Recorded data
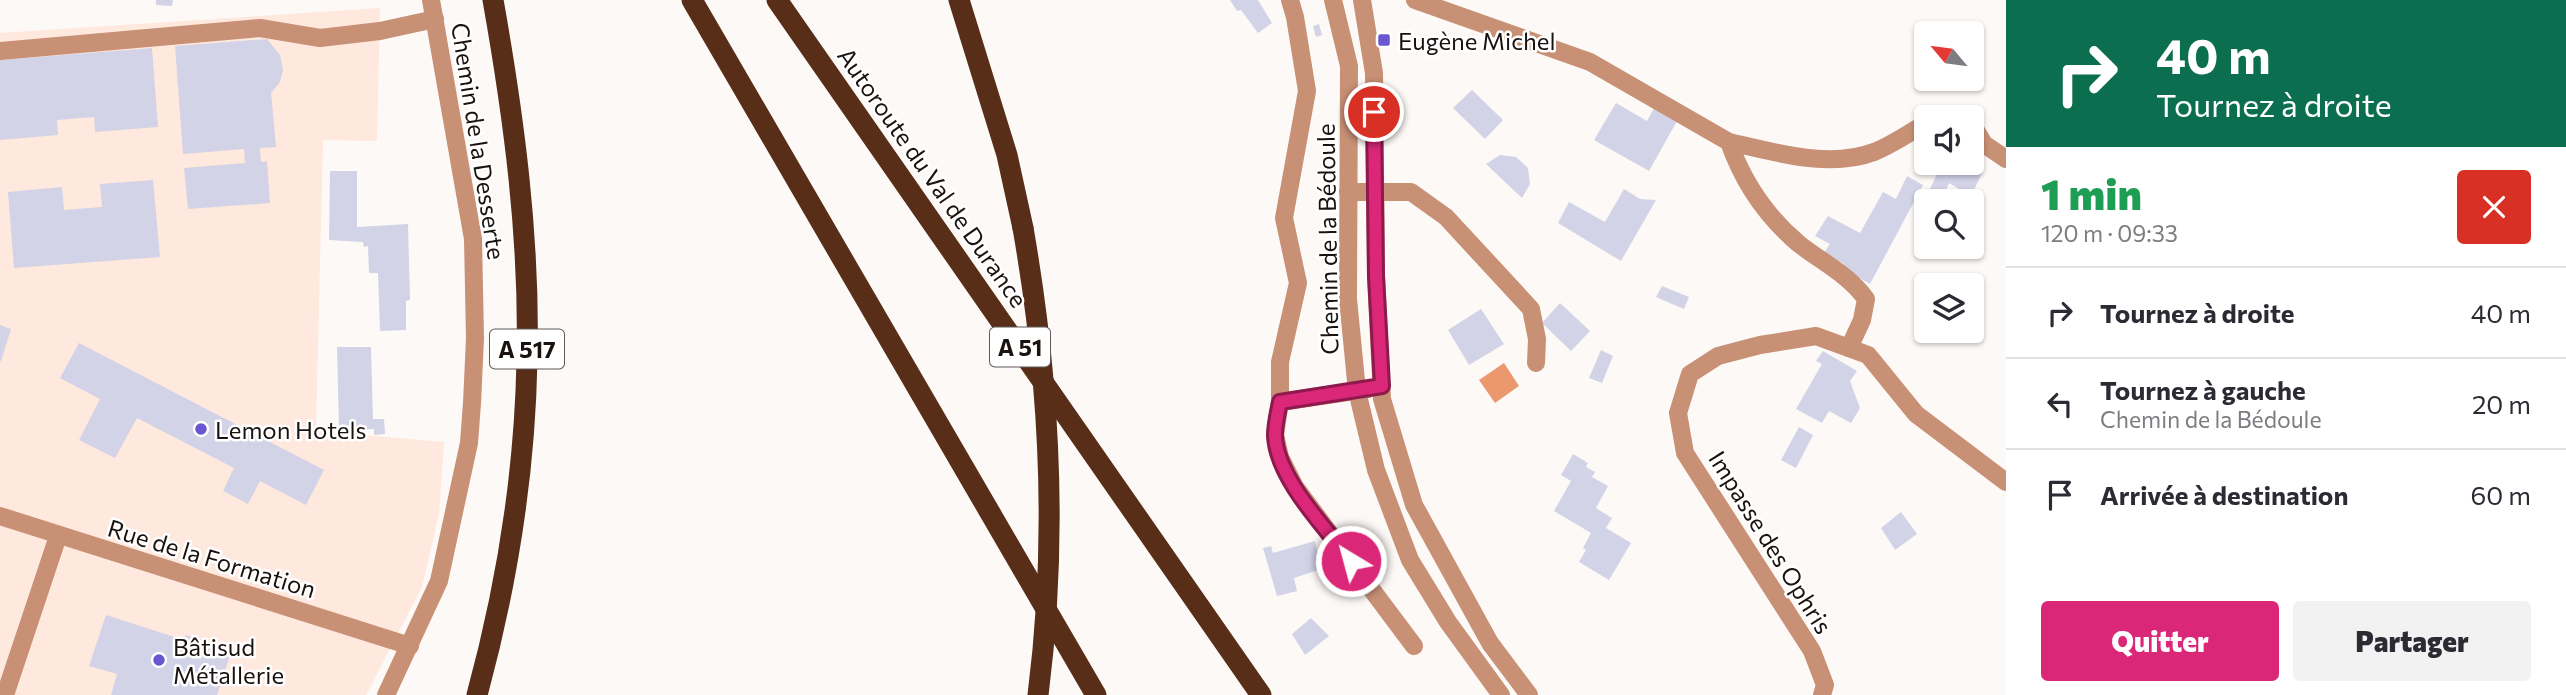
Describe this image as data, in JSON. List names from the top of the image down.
{
  "streets": {
    "highway": ["Autoroute du Val de Durance", "A 51", "A 517"],
    "street": [
      "Chemin de la Desserte",
      "Chemin de la Bédoule",
      "Impasse des Ophris",
      "Rue de la Formation"
    ]
  },
  "crossings": [
    ["Chemin de la Desserte", "Rue de la Formation"]
  ],
  "places": {
    "transit": ["Eugène Michel"],
    "other": ["Lemon Hotels", "Bâtisud Métallerie"]
  },
  "north": "top left",
  "page": {
    "turn": ["40 m", "Tournez à droite"],
    "heading": ["1 min", "120 m · 09:33"],
    "list": [
      {
        "name": "Tournez à droite",
        "value": "40 m"
      },
      {
        "name": "Tournez à gauche",
        "note": "Chemin de la Bédoule",
        "value": "20 m"
      },
      {
        "name": "Arrivée à destination",
        "value": "60 m"
      }
    ],
    "buttons": ["Quitter", "Partager"]
  }
}
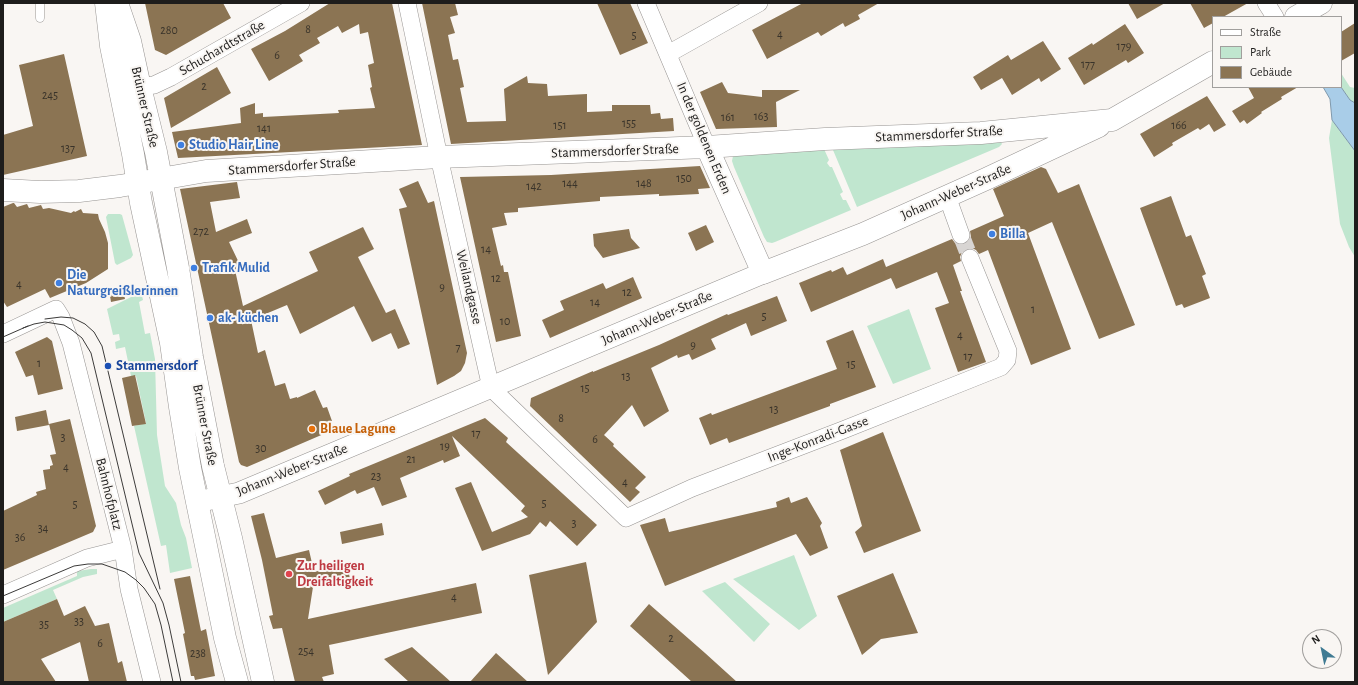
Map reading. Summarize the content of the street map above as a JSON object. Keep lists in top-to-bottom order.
{
  "streets": {
    "main road": [
      "Brünner Straße",
      "Stammersdorfer Straße",
      "In der goldenen Erden",
      "Johann-Weber-Straße"
    ],
    "street": [
      "Schuchardtstraße",
      "Weilandgasse",
      "Inge-Konradi-Gasse",
      "Bahnhofplatz"
    ]
  },
  "crossings": [
    ["Schuchardtstraße", "Brünner Straße"],
    ["Brünner Straße", "Stammersdorfer Straße"],
    ["Brünner Straße", "Johann-Weber-Straße"],
    ["Stammersdorfer Straße", "In der goldenen Erden"],
    ["Stammersdorfer Straße", "Johann-Weber-Straße"],
    ["Stammersdorfer Straße", "Weilandgasse"],
    ["In der goldenen Erden", "Johann-Weber-Straße"],
    ["Johann-Weber-Straße", "Weilandgasse"],
    ["Johann-Weber-Straße", "Inge-Konradi-Gasse"],
    ["Weilandgasse", "Inge-Konradi-Gasse"]
  ],
  "places": [
    "Studio Hair Line",
    "Billa",
    "Trafik Mulid",
    "Die Naturgreißlerinnen",
    "ak- küchen",
    "Stammersdorf",
    "Blaue Lagune",
    "Zur heiligen Dreifaltigkeit"
  ],
  "house_numbers": [
    "8",
    "280",
    "4",
    "5",
    "179",
    "6",
    "177",
    "2",
    "245",
    "163",
    "161",
    "155",
    "151",
    "166",
    "141",
    "137",
    "150",
    "144",
    "148",
    "142",
    "272",
    "14",
    "12",
    "4",
    "9",
    "12",
    "14",
    "1",
    "5",
    "10",
    "4",
    "9",
    "7",
    "17",
    "1",
    "15",
    "13",
    "15",
    "13",
    "8",
    "17",
    "3",
    "6",
    "19",
    "30",
    "21",
    "4",
    "23",
    "4",
    "5",
    "5",
    "3",
    "34",
    "36",
    "4",
    "33",
    "35",
    "2",
    "6",
    "254",
    "238"
  ],
  "legend": ["Straße", "Park", "Gebäude"],
  "north": "top left"
}
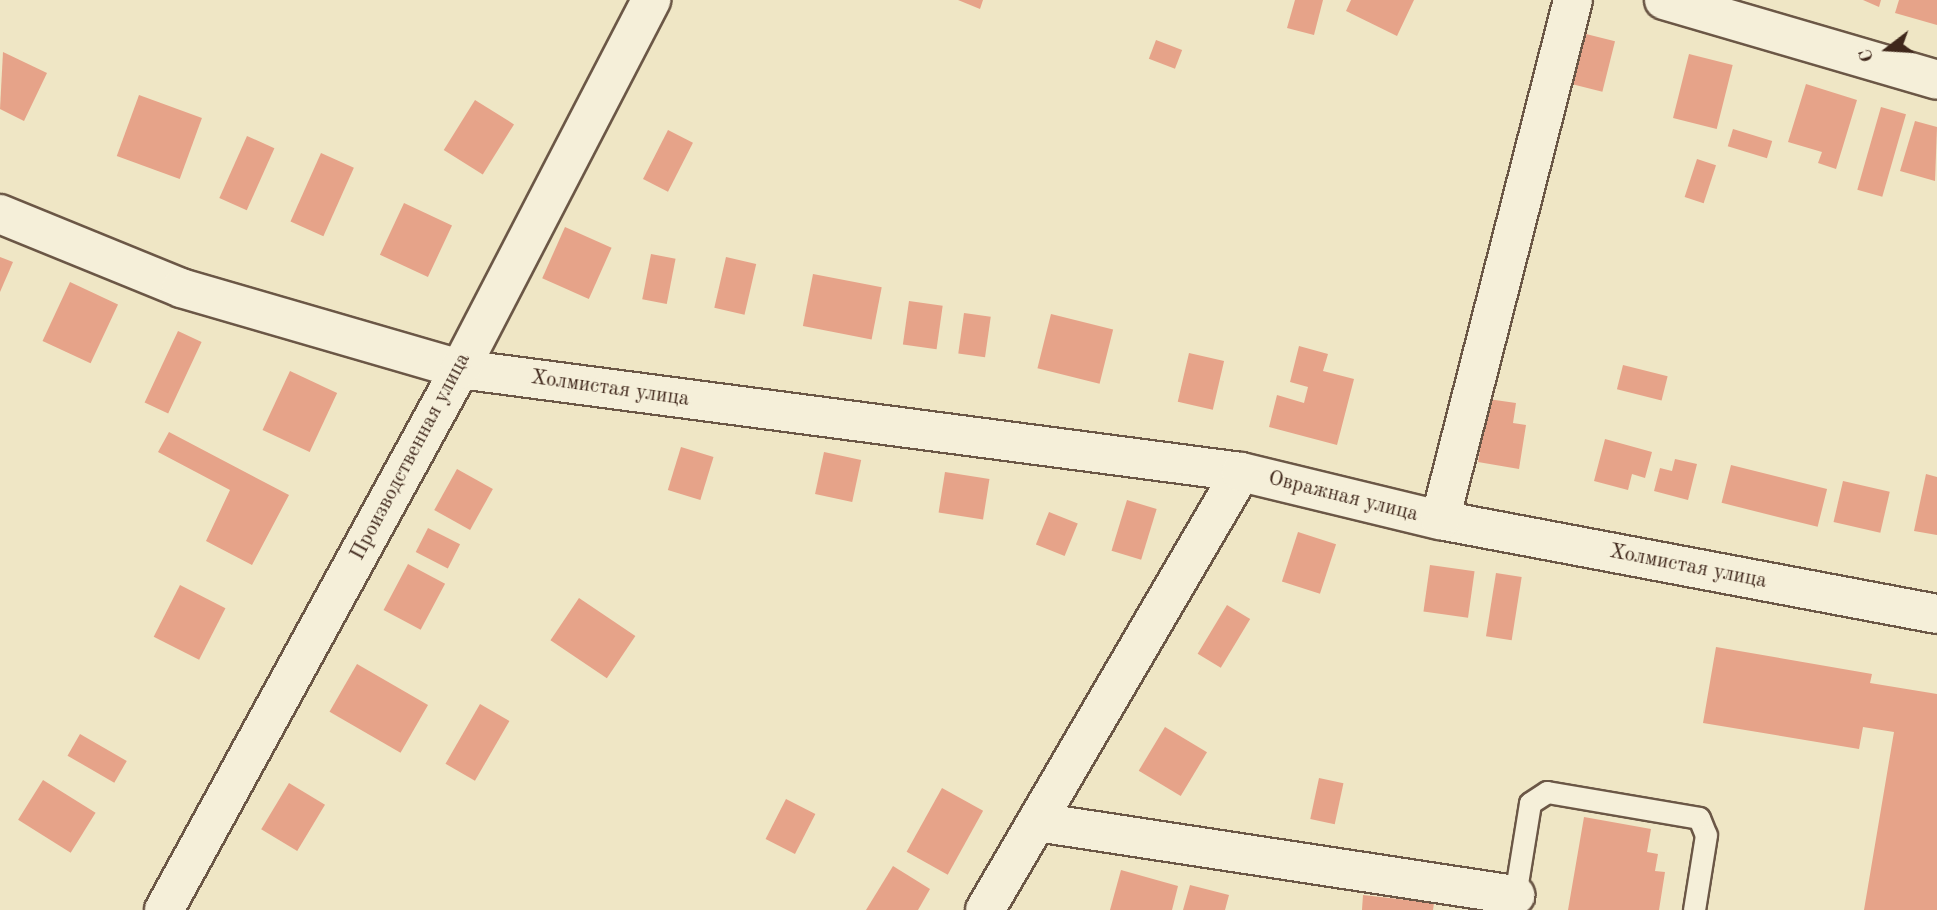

= WHAT YOU ARE ASKED TO DO =
Return the lines above that include the string "droite".

= TASK ANSWER =
    "turn": ["40 m", "Tournez à droite"],
        "name": "Tournez à droite",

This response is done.